Now, in an effort to fight the war on smoking -- especially when it comes to children -- the FDA is issuing a new rule titled Regulations Restricting the Sale and Distribution of Cigarettes and Smokeless Tobacco to Protect Children and Adolescents.
The rule contains federal requirements that will significantly curb adolescents' access to cigarettes and smokeless tobacco products. It would also keep manufacturers from marketing tobacco products for the younger smoker.
The rule, which becomes effective June 22, will prohibit the sale of cigarettes or smokeless tobacco to people younger than 18, prohibit the sale of cigarette packages with less than 20 cigarettes, prohibit distribution of free samples of cigarettes, restrict distribution of free samples of smokeless tobacco, and prohibit tobacco brand name sponsorship of any athletic, musical or other social or cultural events. It would also keep tobacco manufacturers from passing out free hats, T-shirts and other memorabilia with their product names on them to children.
Though regulations already on the books cover some of those areas, the new regulation imposes heavier fines, officials said. But the FDA did not elaborate on fine increases in the announcement Thursday.
"It's important all Americans lead healthy lives," Health and Human Services Secretary Kathleen Sebelius said. "That means protecting our children from unhealthy habits as well."
"Many of these kids will become addicted before they are old enough to understand the risks and will ultimately die too young.
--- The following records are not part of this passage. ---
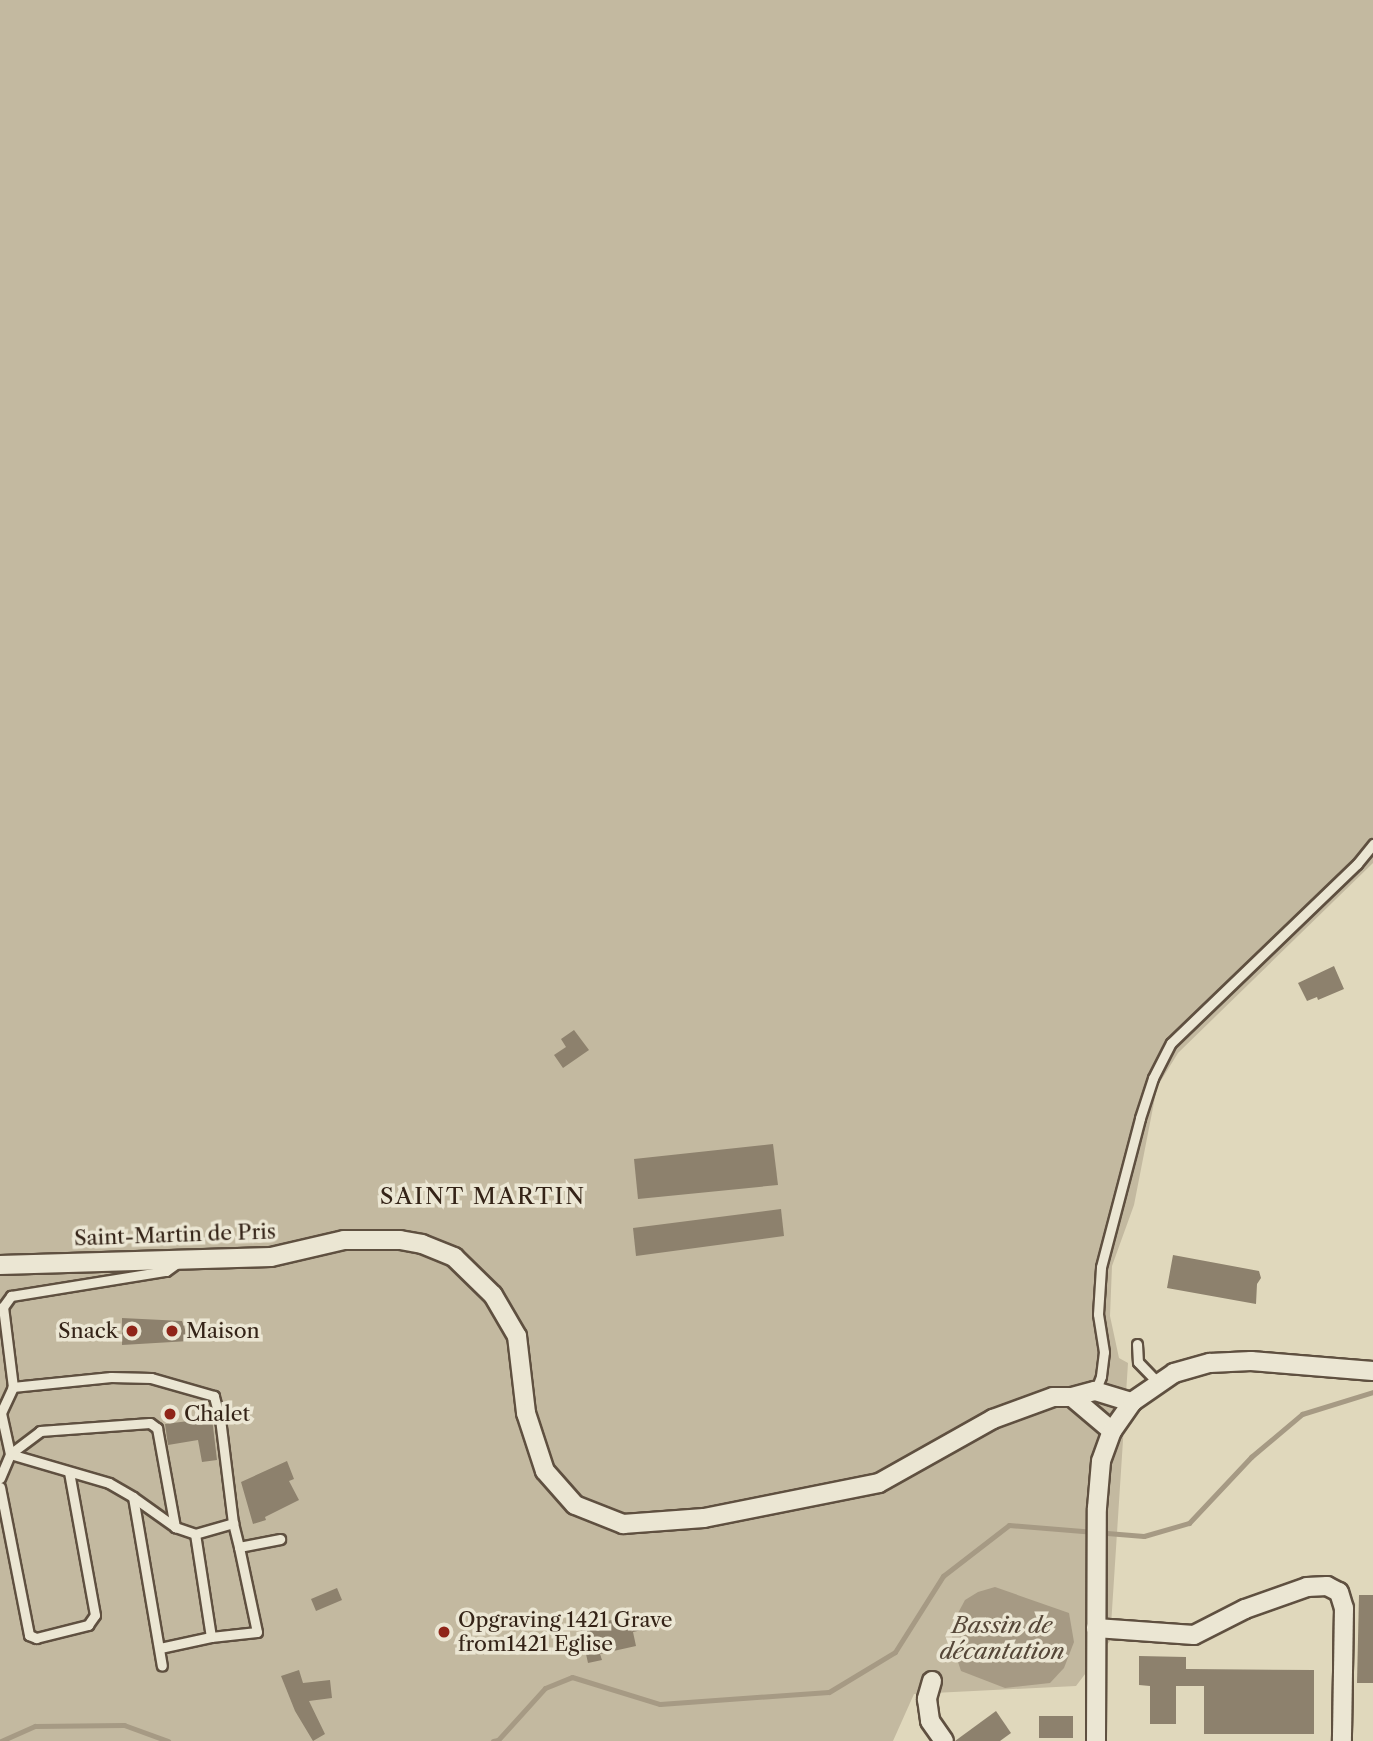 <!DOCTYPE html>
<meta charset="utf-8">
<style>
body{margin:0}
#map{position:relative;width:1373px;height:1741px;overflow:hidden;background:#e0d8bc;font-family:"Libre Caslon Text",serif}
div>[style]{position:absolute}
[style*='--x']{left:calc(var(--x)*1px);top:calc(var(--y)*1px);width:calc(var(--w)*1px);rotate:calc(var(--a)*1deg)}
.green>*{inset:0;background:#c3b9a0}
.water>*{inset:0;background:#a69a84}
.stream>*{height:5px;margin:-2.5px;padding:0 2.5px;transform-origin:2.5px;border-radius:2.5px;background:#a69a84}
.building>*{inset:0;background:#8d816d}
.roads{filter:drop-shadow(2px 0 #5f5040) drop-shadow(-2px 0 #5f5040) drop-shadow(0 2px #5f5040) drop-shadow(0 -2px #5f5040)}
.service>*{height:9px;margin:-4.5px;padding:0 4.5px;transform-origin:4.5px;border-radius:4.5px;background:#ebe6d3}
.minor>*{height:18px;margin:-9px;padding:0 9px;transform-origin:9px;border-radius:9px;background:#ebe6d3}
.dots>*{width:19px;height:19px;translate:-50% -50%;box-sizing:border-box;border:4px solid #ebe6d3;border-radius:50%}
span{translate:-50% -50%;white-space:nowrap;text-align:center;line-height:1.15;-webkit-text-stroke:7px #ebe6d3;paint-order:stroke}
.street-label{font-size:21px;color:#342317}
.poi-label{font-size:21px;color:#342317}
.right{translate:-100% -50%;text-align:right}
.left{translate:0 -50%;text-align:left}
.neighbourhood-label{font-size:23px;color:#342317;letter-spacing:2px}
.water-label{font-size:23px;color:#564738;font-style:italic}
</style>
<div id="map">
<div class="green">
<div style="clip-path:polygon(0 0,1373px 0,1373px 863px,1178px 1053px,1157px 1087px,1134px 1205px,1112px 1266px,1110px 1316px,1119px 1358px,1128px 1363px,1110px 1641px,1076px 1686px,914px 1694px,893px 1741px,0 1741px)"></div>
</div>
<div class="water">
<div style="clip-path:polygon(995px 1587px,1069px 1613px,1074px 1642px,1064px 1668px,1050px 1683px,1005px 1688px,961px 1671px,953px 1647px,951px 1626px,965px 1600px,978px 1592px)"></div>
</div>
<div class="stream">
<div style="--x:1;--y:1741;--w:37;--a:-24"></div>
<div style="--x:35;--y:1726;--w:89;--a:-0.6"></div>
<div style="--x:124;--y:1725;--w:47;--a:20"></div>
<div style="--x:493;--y:1741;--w:5;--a:-11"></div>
<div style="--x:498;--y:1740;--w:70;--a:-47.9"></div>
<div style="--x:545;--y:1688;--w:29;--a:-22"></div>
<div style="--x:572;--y:1677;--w:92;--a:17.1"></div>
<div style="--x:660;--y:1704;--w:169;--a:-4.1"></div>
<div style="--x:829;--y:1692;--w:77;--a:-31.2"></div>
<div style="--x:895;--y:1652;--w:90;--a:-57.7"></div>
<div style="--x:943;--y:1576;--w:83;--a:-37.7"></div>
<div style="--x:1009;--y:1525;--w:135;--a:4.7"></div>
<div style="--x:1144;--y:1536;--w:47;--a:-16.1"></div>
<div style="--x:1189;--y:1523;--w:91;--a:-46.8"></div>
<div style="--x:1251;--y:1457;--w:67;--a:-40.1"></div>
<div style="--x:1302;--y:1414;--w:74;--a:-17.2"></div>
</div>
<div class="building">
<div style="clip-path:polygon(1334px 966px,1344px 989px,1318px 1000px,1317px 997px,1307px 1001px,1298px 983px)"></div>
<div style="clip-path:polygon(574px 1030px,589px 1050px,563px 1068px,554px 1055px,566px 1047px,561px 1039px)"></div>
<div style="clip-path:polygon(773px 1144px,778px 1185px,638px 1199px,634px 1159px)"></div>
<div style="clip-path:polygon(781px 1209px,784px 1236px,636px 1256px,633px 1228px)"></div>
<div style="clip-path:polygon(1173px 1255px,1259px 1271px,1261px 1278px,1257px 1284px,1256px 1304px,1167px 1288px)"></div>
<div style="clip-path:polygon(122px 1318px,182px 1321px,189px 1341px,122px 1345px)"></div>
<div style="clip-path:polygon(212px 1418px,217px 1460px,202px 1462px,198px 1440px,168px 1445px,165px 1424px)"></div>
<div style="clip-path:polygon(287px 1461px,294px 1479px,289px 1481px,299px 1500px,265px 1517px,266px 1520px,253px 1524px,241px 1482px)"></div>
<div style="clip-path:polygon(337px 1588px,342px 1600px,316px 1611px,311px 1599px)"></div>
<div style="clip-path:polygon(1359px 1595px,1373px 1595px,1373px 1683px,1357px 1683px)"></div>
<div style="clip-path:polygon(639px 1614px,642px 1630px,633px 1632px,636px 1646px,600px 1654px,602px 1660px,588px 1663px,580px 1627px)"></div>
<div style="clip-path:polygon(1139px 1656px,1186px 1657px,1186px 1669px,1314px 1670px,1314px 1734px,1204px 1734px,1204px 1686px,1176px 1686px,1176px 1724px,1150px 1724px,1150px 1686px,1139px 1685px)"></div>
<div style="clip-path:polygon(299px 1670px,303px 1683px,330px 1680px,332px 1698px,309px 1701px,325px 1734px,313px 1741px,295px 1711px,281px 1676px)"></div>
<div style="clip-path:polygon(996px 1711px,1011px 1733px,1000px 1741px,955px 1741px)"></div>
<div style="clip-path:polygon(1039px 1716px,1073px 1716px,1073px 1738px,1039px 1738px)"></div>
</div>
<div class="roads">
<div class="service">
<div style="--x:1137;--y:1344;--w:18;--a:87"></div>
<div style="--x:1138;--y:1362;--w:28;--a:46"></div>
<div style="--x:13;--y:1387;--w:29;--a:115"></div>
<div style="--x:1;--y:1413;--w:42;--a:77.6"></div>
<div style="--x:10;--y:1454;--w:103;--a:16.3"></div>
<div style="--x:109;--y:1483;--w:28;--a:30"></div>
<div style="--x:133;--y:1497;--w:52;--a:35.5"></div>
<div style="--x:175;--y:1527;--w:21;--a:19"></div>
<div style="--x:195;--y:1534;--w:40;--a:-16"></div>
<div style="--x:233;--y:1523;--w:105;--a:-97.1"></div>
<div style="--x:220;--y:1419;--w:24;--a:-105"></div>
<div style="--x:214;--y:1396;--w:66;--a:-164.1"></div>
<div style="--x:151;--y:1378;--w:40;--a:-178.6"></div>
<div style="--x:111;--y:1377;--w:99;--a:174.2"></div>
<div style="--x:13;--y:1387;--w:81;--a:-97.1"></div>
<div style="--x:3;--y:1307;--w:14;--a:-54"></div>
<div style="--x:11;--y:1296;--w:157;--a:-9.2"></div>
<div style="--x:166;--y:1271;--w:14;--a:-36"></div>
<div style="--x:1095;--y:1392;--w:17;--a:-69"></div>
<div style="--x:1101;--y:1376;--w:24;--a:-83"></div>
<div style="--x:1104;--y:1352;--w:38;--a:-99"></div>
<div style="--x:1098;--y:1314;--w:47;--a:-86.3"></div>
<div style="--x:1101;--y:1267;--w:154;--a:-75.3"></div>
<div style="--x:1140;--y:1118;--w:42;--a:-72"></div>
<div style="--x:1153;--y:1078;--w:39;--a:-63"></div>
<div style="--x:1171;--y:1043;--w:258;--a:-43.9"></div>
<div style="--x:1357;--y:864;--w:26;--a:-51"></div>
<div style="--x:0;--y:1478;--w:26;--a:-67"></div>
<div style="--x:10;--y:1454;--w:38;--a:-37"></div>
<div style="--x:40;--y:1431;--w:110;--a:-4.2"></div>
<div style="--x:150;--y:1423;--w:9;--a:36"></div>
<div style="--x:157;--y:1428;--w:101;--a:79.7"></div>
<div style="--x:0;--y:1487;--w:151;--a:78.9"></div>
<div style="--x:29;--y:1635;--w:8;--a:23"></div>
<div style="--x:36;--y:1638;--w:54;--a:-14"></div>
<div style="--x:88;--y:1625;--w:12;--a:-55"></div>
<div style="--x:95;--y:1615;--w:145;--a:-100.3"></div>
<div style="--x:133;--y:1497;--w:171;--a:80.3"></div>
<div style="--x:233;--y:1523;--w:25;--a:76"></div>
<div style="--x:239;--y:1547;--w:42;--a:-11"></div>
<div style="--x:211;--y:1637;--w:46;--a:-6.2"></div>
<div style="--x:257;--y:1632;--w:87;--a:-102"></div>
<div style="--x:160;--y:1648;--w:52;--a:-12.2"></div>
<div style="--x:211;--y:1637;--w:104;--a:-98.8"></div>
</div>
<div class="minor">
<div style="--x:0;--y:1265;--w:271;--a:-1.7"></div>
<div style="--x:271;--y:1257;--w:75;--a:-13.1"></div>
<div style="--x:344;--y:1240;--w:56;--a:0"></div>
<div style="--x:400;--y:1240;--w:22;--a:10"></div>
<div style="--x:422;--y:1244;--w:35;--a:22"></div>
<div style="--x:454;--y:1257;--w:54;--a:44.3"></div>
<div style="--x:493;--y:1295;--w:48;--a:59.7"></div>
<div style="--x:517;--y:1336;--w:78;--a:83.3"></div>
<div style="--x:526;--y:1413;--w:61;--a:71.9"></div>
<div style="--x:545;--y:1471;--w:45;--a:48.6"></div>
<div style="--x:575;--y:1505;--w:52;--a:21.6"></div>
<div style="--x:623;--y:1524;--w:81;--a:-4.2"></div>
<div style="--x:704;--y:1518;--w:178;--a:-11.3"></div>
<div style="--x:879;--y:1483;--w:131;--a:-29.3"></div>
<div style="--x:993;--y:1419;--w:64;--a:-20.1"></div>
<div style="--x:1053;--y:1397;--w:19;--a:0"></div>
<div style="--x:1112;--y:1431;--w:52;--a:-139.6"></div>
<div style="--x:1072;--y:1397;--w:24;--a:-15"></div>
<div style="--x:1095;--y:1391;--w:39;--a:17"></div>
<div style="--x:1096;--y:1628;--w:98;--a:4.1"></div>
<div style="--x:1194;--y:1635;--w:57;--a:-27"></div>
<div style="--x:1245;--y:1609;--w:66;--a:-19.5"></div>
<div style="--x:1307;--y:1587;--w:20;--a:-3"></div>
<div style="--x:1327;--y:1586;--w:13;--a:27"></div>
<div style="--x:1339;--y:1592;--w:17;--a:73"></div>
<div style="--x:1344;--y:1608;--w:133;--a:90.9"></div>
<div style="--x:932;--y:1681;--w:19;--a:106"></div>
<div style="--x:927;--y:1699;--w:22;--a:82"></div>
<div style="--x:930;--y:1721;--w:24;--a:55"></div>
<div style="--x:1096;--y:1741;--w:233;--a:-89.8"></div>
<div style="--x:1097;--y:1508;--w:47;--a:-85.1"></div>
<div style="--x:1101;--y:1461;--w:32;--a:-70"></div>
<div style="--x:1112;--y:1431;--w:35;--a:-55"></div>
<div style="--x:1132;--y:1402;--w:51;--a:-34.6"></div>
<div style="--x:1174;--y:1373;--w:37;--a:-16"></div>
<div style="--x:1210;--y:1363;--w:41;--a:-2.8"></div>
<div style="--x:1251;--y:1361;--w:122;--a:4.7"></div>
</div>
</div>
<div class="dots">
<div style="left:132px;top:1331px;background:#8f2418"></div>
<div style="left:172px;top:1331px;background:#8f2418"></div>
<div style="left:170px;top:1414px;background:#8f2418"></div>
<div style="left:444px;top:1632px;background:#8f2418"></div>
</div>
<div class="street-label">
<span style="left:175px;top:1235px;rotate:-2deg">Saint-Martin de Pris</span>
</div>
<div class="poi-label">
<span class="right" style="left:118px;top:1331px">Snack</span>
<span class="left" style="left:186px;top:1331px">Maison</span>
<span class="left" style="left:184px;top:1414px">Chalet</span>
<span class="left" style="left:458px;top:1632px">Opgraving 1421 Grave<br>from1421 Eglise</span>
</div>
<div class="neighbourhood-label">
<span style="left:483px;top:1196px">SAINT MARTIN</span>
</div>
<div class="water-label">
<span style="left:1002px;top:1638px">Bassin de<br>décantation</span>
</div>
</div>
This is an avoidable personal tragedy for those kids and their families as well as a preventable public health disaster for our country," FDA Commissioner Margaret A. Hamburg said. "Putting these restrictions in place is necessary to protect the health of those we care most about: our children."
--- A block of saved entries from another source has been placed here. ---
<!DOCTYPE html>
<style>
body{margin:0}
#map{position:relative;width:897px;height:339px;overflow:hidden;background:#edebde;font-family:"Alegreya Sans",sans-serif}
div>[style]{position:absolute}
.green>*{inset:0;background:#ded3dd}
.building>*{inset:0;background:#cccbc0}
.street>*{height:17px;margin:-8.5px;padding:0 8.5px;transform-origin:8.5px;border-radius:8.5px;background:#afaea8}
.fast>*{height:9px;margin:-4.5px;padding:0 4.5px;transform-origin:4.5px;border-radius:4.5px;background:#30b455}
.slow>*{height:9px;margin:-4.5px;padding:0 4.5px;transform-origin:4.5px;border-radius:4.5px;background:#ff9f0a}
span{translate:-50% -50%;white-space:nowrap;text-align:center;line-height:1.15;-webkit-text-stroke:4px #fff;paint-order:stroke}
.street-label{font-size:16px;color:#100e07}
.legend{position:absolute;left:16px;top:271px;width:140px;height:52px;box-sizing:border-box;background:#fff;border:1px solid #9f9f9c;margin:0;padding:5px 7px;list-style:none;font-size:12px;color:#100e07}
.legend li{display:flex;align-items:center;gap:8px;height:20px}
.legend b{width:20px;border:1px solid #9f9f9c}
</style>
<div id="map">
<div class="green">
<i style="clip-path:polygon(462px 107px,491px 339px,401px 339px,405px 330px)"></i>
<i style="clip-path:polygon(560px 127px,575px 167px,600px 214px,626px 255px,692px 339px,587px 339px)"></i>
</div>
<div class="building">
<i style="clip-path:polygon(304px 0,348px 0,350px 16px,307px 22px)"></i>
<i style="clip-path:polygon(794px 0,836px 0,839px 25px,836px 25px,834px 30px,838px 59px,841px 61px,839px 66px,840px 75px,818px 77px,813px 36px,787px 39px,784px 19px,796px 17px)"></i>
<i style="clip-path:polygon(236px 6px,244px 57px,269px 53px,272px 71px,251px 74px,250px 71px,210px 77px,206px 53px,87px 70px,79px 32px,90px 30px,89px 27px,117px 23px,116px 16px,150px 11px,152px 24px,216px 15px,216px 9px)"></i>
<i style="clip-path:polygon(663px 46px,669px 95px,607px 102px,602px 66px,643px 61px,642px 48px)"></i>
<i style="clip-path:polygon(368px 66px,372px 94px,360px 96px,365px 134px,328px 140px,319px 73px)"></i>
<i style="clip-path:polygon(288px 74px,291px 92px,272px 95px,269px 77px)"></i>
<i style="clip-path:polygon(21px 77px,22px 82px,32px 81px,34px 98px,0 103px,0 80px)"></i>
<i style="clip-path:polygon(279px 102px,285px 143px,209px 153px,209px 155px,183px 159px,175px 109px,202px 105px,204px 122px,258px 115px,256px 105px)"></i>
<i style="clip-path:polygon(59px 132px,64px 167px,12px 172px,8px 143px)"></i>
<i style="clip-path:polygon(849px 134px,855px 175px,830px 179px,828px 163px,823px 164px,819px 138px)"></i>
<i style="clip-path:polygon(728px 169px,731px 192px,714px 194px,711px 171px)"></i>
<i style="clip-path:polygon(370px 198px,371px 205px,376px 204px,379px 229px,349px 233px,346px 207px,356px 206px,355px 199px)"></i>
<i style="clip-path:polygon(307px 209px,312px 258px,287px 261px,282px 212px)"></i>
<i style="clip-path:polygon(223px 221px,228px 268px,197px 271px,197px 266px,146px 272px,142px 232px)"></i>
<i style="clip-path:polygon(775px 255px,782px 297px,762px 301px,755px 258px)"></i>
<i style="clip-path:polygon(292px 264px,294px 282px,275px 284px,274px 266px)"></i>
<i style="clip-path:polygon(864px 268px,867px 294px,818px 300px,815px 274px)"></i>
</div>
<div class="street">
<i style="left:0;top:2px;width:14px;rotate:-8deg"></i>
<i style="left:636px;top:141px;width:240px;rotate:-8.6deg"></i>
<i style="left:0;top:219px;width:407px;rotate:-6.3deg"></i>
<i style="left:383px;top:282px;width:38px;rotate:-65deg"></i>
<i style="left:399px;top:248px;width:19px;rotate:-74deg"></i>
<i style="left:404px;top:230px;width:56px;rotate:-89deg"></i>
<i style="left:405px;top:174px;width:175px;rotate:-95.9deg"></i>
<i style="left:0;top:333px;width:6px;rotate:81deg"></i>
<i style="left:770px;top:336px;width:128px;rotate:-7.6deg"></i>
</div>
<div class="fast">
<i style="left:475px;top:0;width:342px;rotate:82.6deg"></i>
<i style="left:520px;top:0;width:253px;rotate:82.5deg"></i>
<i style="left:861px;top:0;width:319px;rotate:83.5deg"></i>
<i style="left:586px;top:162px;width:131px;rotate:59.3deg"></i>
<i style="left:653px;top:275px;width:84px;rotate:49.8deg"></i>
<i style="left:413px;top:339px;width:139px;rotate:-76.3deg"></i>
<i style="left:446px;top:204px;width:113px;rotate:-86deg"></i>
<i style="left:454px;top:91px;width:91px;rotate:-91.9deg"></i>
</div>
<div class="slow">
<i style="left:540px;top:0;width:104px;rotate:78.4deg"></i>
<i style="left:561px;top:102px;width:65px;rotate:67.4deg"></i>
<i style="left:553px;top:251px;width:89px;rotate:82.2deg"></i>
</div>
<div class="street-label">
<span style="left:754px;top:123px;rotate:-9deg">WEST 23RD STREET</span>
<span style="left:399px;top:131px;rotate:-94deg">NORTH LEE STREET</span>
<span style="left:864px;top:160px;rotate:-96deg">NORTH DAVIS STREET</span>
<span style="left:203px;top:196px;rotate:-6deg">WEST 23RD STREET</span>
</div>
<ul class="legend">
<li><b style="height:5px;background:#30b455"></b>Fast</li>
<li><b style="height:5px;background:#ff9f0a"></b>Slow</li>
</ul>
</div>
Under the ruling, the FDA will work closely with states to make sure retailers comply with the rule. The agency will also work with retail communities over the coming months to educate retailers about the new requirements.
The FDA also will help retailers better understand how to comply and how to protect children and adolescents from "addictive products."
Manufacturers and retailers who do not comply may be subject to legal action.
David Howard, spokesman for RJ Reynolds Tobacco Co., the second-largest tobacco company in the U.S., said the new ruling comes as no surprise.
"Virtually everything in this announcement is already in place," Howard said. "What's important to note is that since 1996, tobacco use among youth has declined significantly, and that is a very good thing and should continue. We look forward to working with the FDA on this and other matters of interest moving forward, because we believe cooperation and open dialogue is the best approach to developing an effective science-based regulatory framework for the tobacco industry.
The rule was included as a key provision of the 2009 Family Smoking Prevention and Tobacco Control Act, signed by President Obama in June.
It comes on the heels of an FDA announcement in September that banned flavored cigarettes and flavored tobacco because of their appeal to kids. Studies have shown that 17-year-old smokers are three times as likely to use flavored cigarettes as smokers over the age of 25.
"Flavored cigarettes attract and allure kids into lifetime addiction," Howard Koh, U.S. Department of Health and Human Services Assistant Secretary for Health, said when the ban was announced.
Since the smoking prevention act was signed last summer, the FDA has established tobacco-user fees, has asked for lists of all the products manufactured by tobacco companies and has put together an advisory committee on smoking in the United States. That committee will convene in the next two weeks.
"For too long, our country has been forced to endure the overwhelming diseases and illnesses caused by tobacco and smoking," Koh said. "It's time we start making some real changes."